Go through the listing below. Copy each line that has the string "میدان".

□ □ □ □

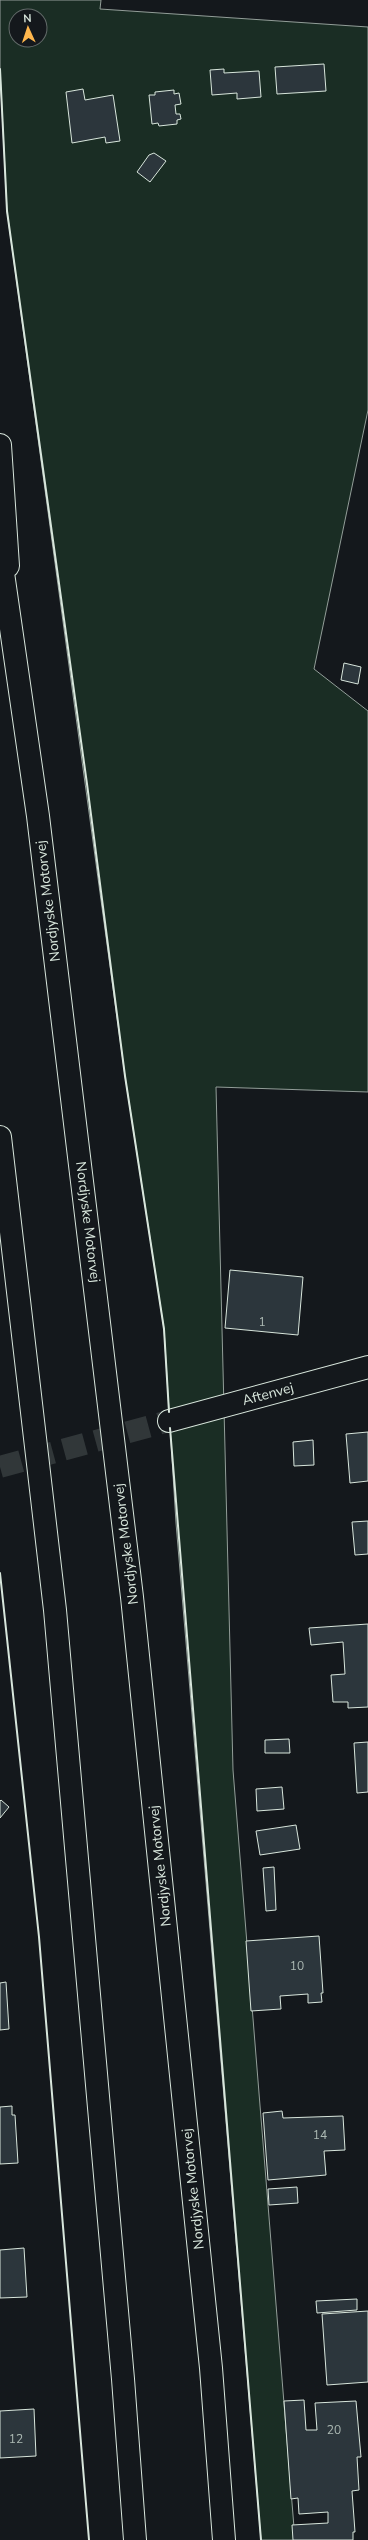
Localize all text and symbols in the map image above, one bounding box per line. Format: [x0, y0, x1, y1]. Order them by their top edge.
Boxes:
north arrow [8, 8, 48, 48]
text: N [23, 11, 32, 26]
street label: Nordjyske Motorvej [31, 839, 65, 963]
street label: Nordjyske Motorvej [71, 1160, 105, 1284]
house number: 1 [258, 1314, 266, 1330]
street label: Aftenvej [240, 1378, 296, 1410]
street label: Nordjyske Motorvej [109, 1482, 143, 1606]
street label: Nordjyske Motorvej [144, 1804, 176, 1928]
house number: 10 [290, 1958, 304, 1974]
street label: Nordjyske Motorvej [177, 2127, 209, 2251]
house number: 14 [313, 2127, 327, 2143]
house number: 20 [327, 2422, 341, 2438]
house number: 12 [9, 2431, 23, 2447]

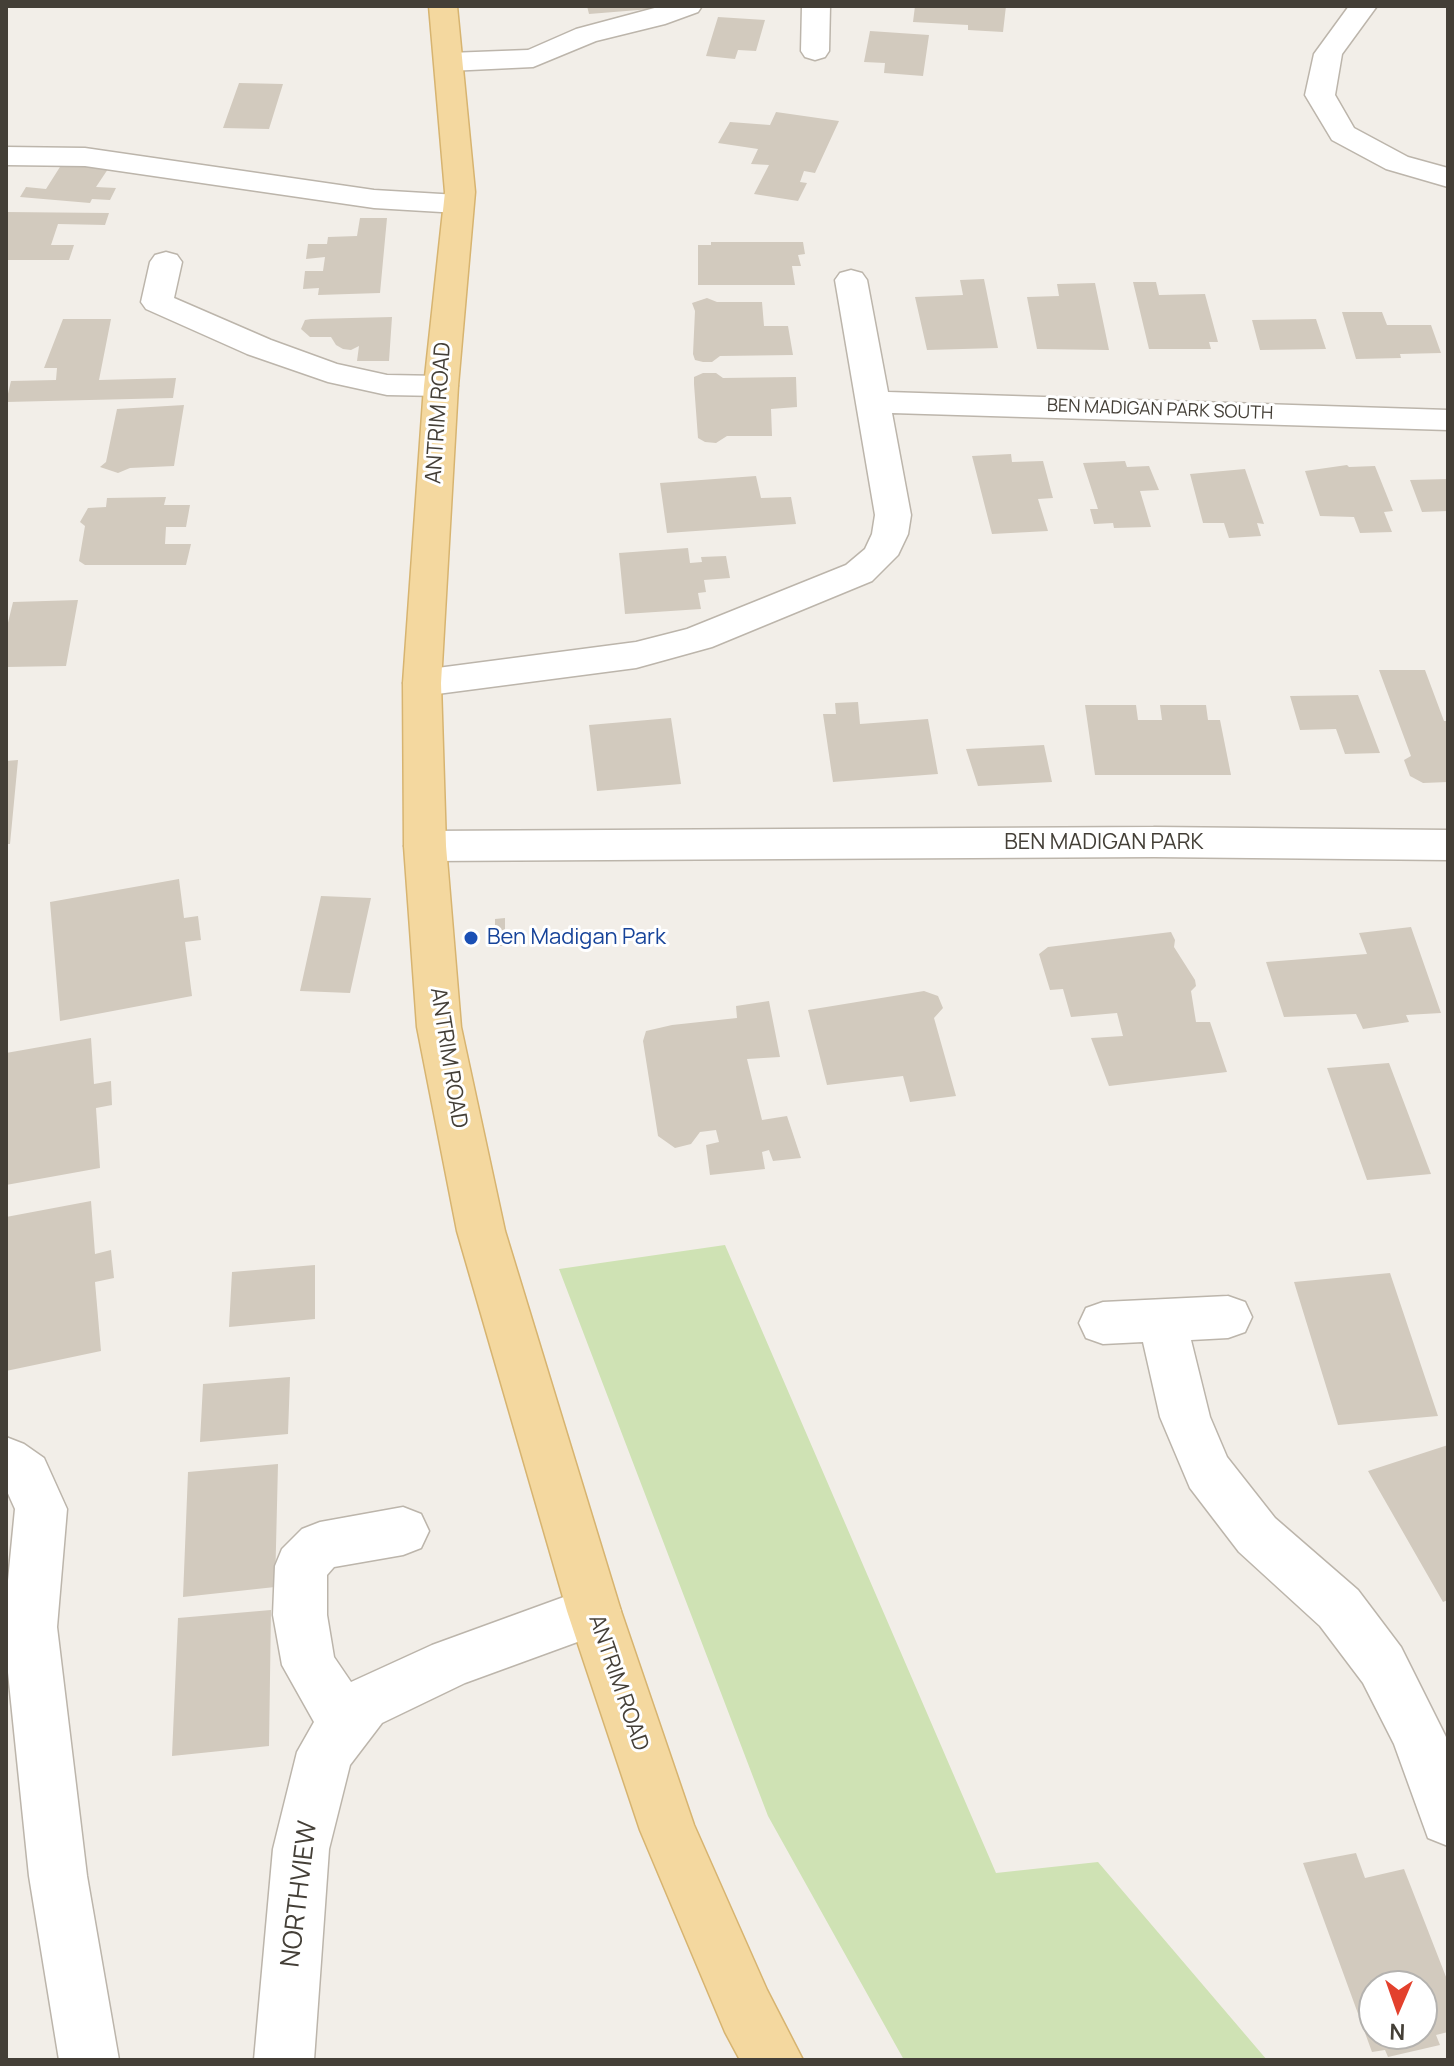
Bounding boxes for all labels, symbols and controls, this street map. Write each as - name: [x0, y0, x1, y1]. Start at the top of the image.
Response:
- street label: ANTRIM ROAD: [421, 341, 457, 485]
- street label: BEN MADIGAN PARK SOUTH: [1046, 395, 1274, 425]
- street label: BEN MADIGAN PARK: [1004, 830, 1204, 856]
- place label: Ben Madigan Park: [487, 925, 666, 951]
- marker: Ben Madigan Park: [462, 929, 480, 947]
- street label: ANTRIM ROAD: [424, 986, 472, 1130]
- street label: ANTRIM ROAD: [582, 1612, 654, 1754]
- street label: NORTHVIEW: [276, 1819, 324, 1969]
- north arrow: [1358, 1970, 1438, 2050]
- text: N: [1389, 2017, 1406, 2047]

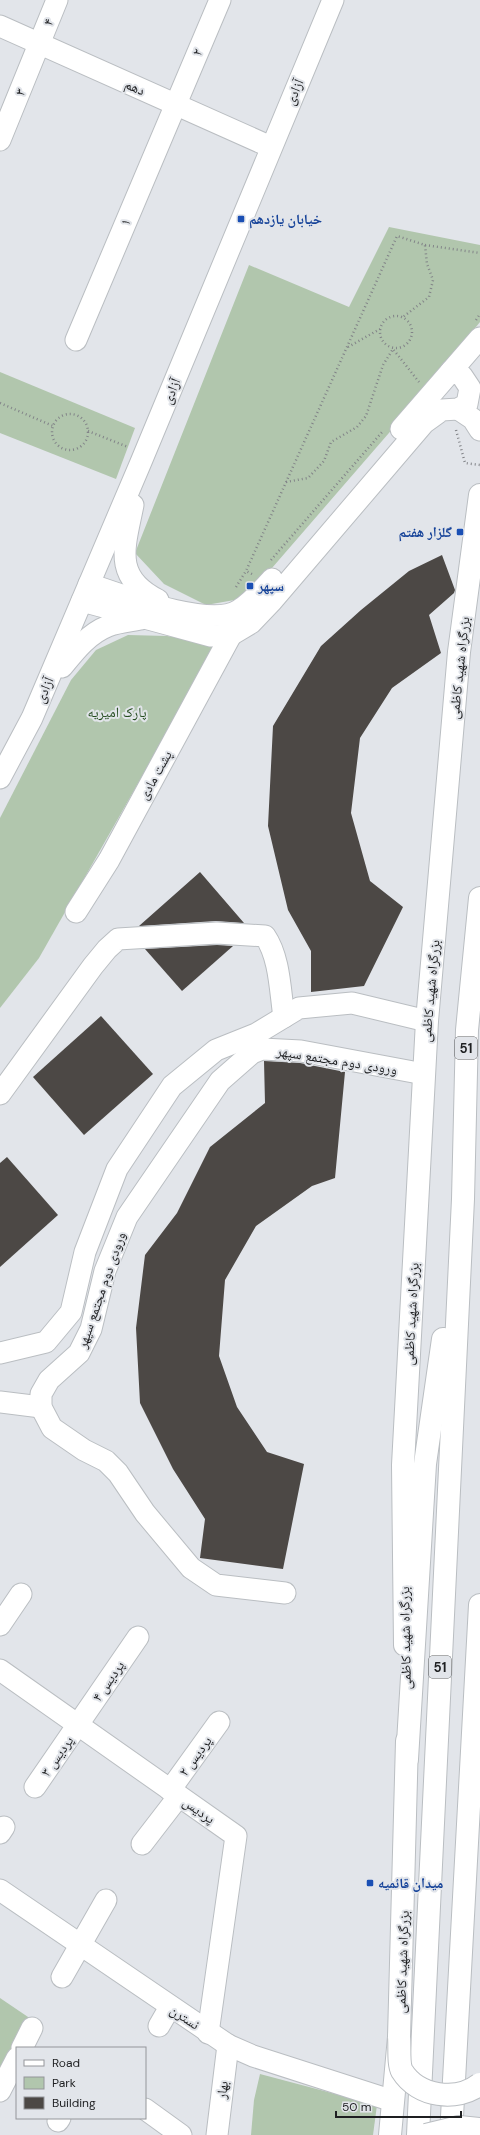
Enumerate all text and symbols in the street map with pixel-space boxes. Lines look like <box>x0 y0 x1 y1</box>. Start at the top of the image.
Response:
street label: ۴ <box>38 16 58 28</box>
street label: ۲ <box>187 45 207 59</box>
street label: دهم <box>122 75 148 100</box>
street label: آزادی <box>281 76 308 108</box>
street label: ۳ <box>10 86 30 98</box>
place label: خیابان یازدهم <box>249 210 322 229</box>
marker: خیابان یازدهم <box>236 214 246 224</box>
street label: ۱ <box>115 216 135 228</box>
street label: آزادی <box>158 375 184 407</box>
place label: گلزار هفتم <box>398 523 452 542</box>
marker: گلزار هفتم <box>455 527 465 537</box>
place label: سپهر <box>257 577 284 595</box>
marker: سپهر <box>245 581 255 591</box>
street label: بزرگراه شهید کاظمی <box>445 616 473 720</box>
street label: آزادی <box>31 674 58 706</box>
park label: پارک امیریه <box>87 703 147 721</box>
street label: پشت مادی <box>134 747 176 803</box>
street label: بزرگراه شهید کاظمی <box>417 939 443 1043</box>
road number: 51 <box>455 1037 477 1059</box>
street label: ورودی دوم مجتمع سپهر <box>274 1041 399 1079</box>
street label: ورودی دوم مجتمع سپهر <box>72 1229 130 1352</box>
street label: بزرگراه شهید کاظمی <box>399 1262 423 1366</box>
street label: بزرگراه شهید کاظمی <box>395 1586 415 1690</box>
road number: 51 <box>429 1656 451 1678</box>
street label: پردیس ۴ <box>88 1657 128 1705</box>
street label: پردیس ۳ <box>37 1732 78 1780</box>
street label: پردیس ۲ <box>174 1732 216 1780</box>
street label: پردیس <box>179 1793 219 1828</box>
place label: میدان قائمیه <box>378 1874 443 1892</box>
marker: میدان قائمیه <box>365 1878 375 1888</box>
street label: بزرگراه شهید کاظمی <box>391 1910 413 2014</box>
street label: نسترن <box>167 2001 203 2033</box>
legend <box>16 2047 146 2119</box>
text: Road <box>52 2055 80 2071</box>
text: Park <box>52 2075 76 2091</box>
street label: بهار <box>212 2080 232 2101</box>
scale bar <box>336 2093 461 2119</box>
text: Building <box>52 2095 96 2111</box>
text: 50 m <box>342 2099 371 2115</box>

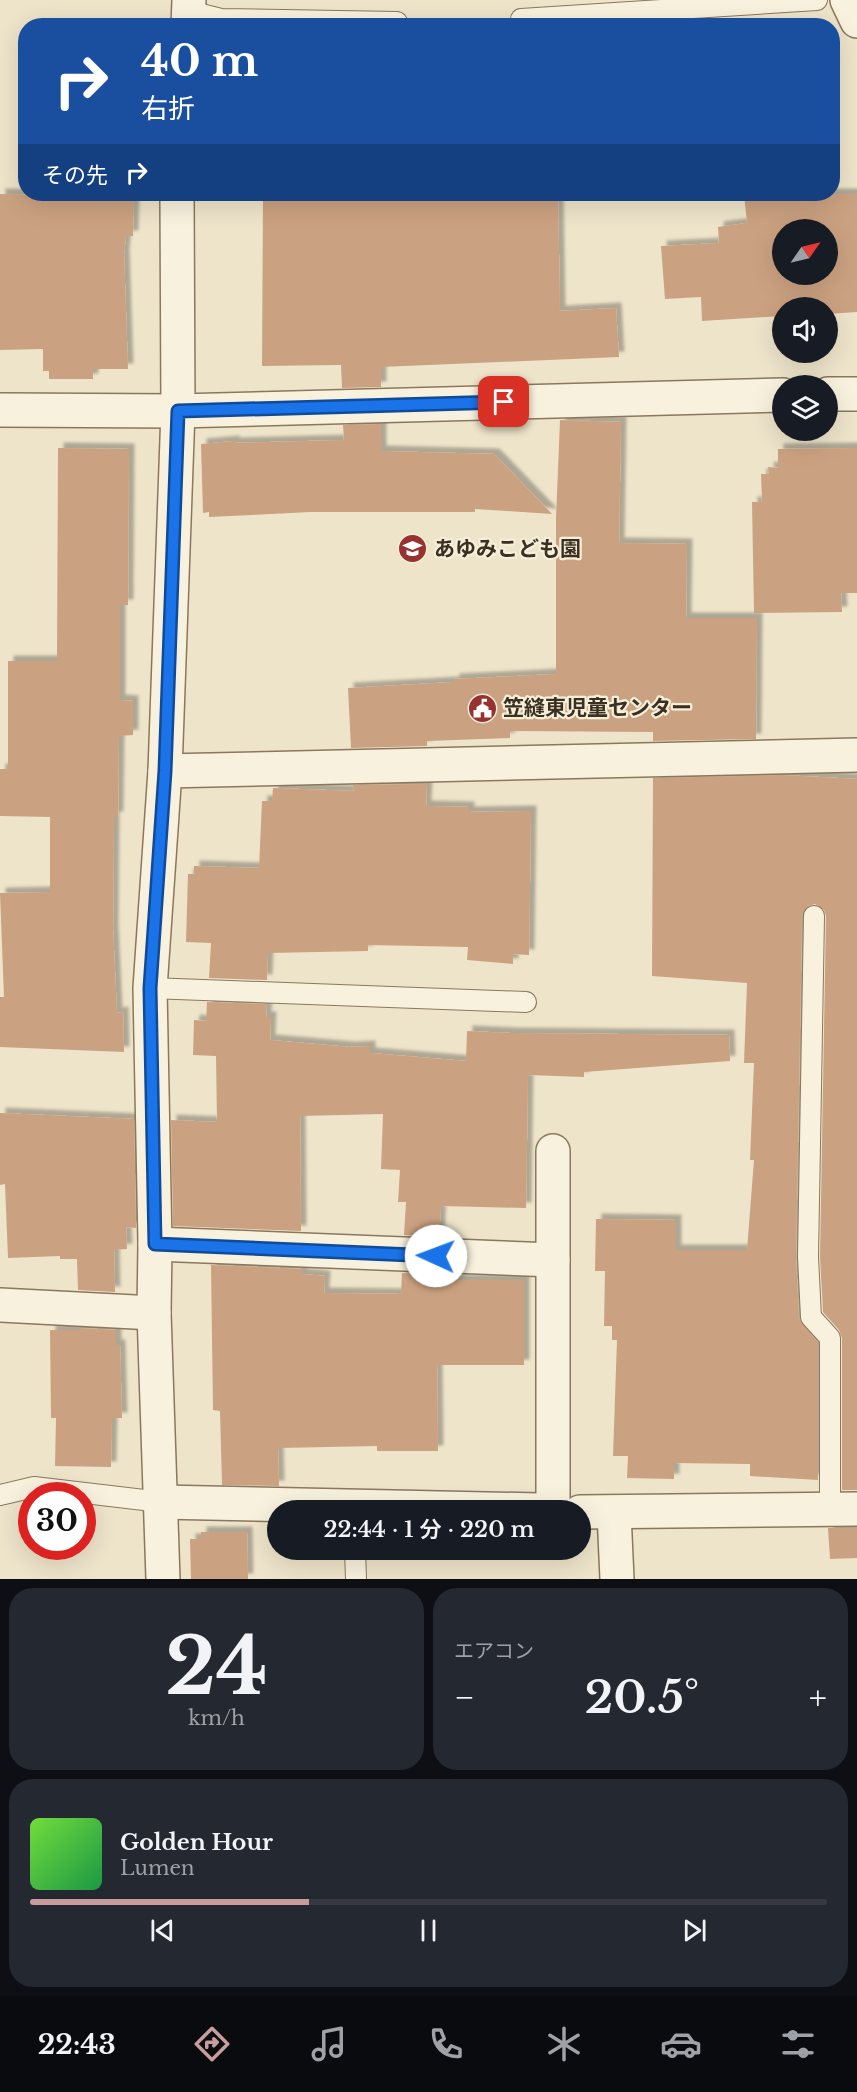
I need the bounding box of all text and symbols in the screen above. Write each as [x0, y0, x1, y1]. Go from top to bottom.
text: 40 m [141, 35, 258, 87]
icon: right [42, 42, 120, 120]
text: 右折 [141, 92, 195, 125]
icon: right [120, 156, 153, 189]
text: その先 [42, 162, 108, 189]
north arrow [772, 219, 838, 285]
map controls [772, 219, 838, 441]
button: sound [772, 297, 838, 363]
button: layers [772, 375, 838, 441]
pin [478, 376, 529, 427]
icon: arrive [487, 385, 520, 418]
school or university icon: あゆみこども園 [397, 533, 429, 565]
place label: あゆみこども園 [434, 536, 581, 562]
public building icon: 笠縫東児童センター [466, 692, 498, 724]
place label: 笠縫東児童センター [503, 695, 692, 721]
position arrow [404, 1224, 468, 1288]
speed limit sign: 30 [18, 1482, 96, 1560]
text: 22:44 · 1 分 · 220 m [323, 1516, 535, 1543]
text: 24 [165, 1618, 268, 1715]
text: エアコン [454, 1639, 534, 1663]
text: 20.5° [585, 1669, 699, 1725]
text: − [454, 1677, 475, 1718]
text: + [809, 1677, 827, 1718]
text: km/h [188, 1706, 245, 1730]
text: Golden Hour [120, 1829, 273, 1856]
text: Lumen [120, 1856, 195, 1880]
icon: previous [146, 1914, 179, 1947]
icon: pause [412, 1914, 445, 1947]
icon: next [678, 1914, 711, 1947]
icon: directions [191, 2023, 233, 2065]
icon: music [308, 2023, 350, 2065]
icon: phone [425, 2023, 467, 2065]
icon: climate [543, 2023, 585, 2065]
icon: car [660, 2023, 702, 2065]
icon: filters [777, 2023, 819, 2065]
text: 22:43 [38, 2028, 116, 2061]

□ □ □ □

### RESULT FOR THIS TASK
place label: میدان قائمیه <box>378 1874 443 1892</box>
marker: میدان قائمیه <box>365 1878 375 1888</box>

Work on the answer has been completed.